=== What to work on ===
Each record should appear again in the response exactly as it does in the original.

=== Records supplied ===
◆ ◆ ◆ ◆ ◆

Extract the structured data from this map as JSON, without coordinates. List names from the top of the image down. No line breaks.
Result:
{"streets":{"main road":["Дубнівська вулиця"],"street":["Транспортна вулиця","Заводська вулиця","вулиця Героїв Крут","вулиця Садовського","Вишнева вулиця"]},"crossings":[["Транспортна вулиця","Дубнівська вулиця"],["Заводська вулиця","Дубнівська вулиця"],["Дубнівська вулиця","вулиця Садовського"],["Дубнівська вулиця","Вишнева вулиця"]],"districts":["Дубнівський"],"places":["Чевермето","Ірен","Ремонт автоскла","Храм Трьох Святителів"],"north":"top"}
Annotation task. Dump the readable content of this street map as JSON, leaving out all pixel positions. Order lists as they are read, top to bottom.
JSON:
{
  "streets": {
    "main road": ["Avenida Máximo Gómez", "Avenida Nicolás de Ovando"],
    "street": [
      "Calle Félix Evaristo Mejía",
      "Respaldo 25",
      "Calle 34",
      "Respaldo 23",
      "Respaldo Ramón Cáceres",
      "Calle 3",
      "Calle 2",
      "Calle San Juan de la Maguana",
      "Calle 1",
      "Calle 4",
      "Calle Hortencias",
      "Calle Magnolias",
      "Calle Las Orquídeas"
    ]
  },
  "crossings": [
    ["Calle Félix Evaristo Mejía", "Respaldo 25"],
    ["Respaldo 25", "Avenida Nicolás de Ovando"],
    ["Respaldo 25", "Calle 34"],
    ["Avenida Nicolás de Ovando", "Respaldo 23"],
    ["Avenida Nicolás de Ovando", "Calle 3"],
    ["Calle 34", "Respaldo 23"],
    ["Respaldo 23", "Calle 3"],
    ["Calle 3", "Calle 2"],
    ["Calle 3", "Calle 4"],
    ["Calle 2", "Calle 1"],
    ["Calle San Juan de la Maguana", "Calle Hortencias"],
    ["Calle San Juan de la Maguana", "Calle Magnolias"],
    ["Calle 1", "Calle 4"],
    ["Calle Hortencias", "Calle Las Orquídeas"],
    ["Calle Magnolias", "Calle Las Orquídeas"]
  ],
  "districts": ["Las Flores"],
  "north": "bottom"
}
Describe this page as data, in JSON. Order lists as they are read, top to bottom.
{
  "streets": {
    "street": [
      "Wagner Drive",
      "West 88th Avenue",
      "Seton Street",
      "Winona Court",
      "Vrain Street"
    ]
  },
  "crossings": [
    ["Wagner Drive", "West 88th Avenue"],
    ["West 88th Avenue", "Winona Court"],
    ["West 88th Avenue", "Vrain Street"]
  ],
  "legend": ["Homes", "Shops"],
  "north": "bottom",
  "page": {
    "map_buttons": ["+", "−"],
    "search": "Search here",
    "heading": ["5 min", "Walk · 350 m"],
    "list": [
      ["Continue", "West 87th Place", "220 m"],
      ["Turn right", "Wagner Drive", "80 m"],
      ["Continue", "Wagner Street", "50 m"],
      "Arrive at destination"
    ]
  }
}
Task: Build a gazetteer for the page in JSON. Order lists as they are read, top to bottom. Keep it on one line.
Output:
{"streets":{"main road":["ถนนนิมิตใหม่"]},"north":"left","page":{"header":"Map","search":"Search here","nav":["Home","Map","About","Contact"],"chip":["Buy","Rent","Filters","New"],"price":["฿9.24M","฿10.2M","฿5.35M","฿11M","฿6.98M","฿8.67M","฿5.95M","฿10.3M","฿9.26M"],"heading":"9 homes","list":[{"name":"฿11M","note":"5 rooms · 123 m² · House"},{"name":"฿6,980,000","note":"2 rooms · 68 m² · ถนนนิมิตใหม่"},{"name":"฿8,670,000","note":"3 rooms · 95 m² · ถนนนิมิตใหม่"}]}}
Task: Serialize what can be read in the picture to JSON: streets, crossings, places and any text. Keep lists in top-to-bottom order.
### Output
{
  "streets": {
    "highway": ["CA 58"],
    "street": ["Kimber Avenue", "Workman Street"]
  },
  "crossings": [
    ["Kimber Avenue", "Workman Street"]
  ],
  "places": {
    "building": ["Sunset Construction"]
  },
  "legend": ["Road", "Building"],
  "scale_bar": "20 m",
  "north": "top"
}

◆ ◆ ◆ ◆ ◆

=== Answer to the exercise ===
Extract the structured data from this map as JSON, without coordinates. List names from the top of the image down. No line breaks.
Result:
{"streets":{"main road":["Дубнівська вулиця"],"street":["Транспортна вулиця","Заводська вулиця","вулиця Героїв Крут","вулиця Садовського","Вишнева вулиця"]},"crossings":[["Транспортна вулиця","Дубнівська вулиця"],["Заводська вулиця","Дубнівська вулиця"],["Дубнівська вулиця","вулиця Садовського"],["Дубнівська вулиця","Вишнева вулиця"]],"districts":["Дубнівський"],"places":["Чевермето","Ірен","Ремонт автоскла","Храм Трьох Святителів"],"north":"top"}
Annotation task. Dump the readable content of this street map as JSON, leaving out all pixel positions. Order lists as they are read, top to bottom.
JSON:
{
  "streets": {
    "main road": ["Avenida Máximo Gómez", "Avenida Nicolás de Ovando"],
    "street": [
      "Calle Félix Evaristo Mejía",
      "Respaldo 25",
      "Calle 34",
      "Respaldo 23",
      "Respaldo Ramón Cáceres",
      "Calle 3",
      "Calle 2",
      "Calle San Juan de la Maguana",
      "Calle 1",
      "Calle 4",
      "Calle Hortencias",
      "Calle Magnolias",
      "Calle Las Orquídeas"
    ]
  },
  "crossings": [
    ["Calle Félix Evaristo Mejía", "Respaldo 25"],
    ["Respaldo 25", "Avenida Nicolás de Ovando"],
    ["Respaldo 25", "Calle 34"],
    ["Avenida Nicolás de Ovando", "Respaldo 23"],
    ["Avenida Nicolás de Ovando", "Calle 3"],
    ["Calle 34", "Respaldo 23"],
    ["Respaldo 23", "Calle 3"],
    ["Calle 3", "Calle 2"],
    ["Calle 3", "Calle 4"],
    ["Calle 2", "Calle 1"],
    ["Calle San Juan de la Maguana", "Calle Hortencias"],
    ["Calle San Juan de la Maguana", "Calle Magnolias"],
    ["Calle 1", "Calle 4"],
    ["Calle Hortencias", "Calle Las Orquídeas"],
    ["Calle Magnolias", "Calle Las Orquídeas"]
  ],
  "districts": ["Las Flores"],
  "north": "bottom"
}
Describe this page as data, in JSON. Order lists as they are read, top to bottom.
{
  "streets": {
    "street": [
      "Wagner Drive",
      "West 88th Avenue",
      "Seton Street",
      "Winona Court",
      "Vrain Street"
    ]
  },
  "crossings": [
    ["Wagner Drive", "West 88th Avenue"],
    ["West 88th Avenue", "Winona Court"],
    ["West 88th Avenue", "Vrain Street"]
  ],
  "legend": ["Homes", "Shops"],
  "north": "bottom",
  "page": {
    "map_buttons": ["+", "−"],
    "search": "Search here",
    "heading": ["5 min", "Walk · 350 m"],
    "list": [
      ["Continue", "West 87th Place", "220 m"],
      ["Turn right", "Wagner Drive", "80 m"],
      ["Continue", "Wagner Street", "50 m"],
      "Arrive at destination"
    ]
  }
}
Task: Build a gazetteer for the page in JSON. Order lists as they are read, top to bottom. Keep it on one line.
Output:
{"streets":{"main road":["ถนนนิมิตใหม่"]},"north":"left","page":{"header":"Map","search":"Search here","nav":["Home","Map","About","Contact"],"chip":["Buy","Rent","Filters","New"],"price":["฿9.24M","฿10.2M","฿5.35M","฿11M","฿6.98M","฿8.67M","฿5.95M","฿10.3M","฿9.26M"],"heading":"9 homes","list":[{"name":"฿11M","note":"5 rooms · 123 m² · House"},{"name":"฿6,980,000","note":"2 rooms · 68 m² · ถนนนิมิตใหม่"},{"name":"฿8,670,000","note":"3 rooms · 95 m² · ถนนนิมิตใหม่"}]}}
Task: Serialize what can be read in the picture to JSON: streets, crossings, places and any text. Keep lists in top-to-bottom order.
### Output
{
  "streets": {
    "highway": ["CA 58"],
    "street": ["Kimber Avenue", "Workman Street"]
  },
  "crossings": [
    ["Kimber Avenue", "Workman Street"]
  ],
  "places": {
    "building": ["Sunset Construction"]
  },
  "legend": ["Road", "Building"],
  "scale_bar": "20 m",
  "north": "top"
}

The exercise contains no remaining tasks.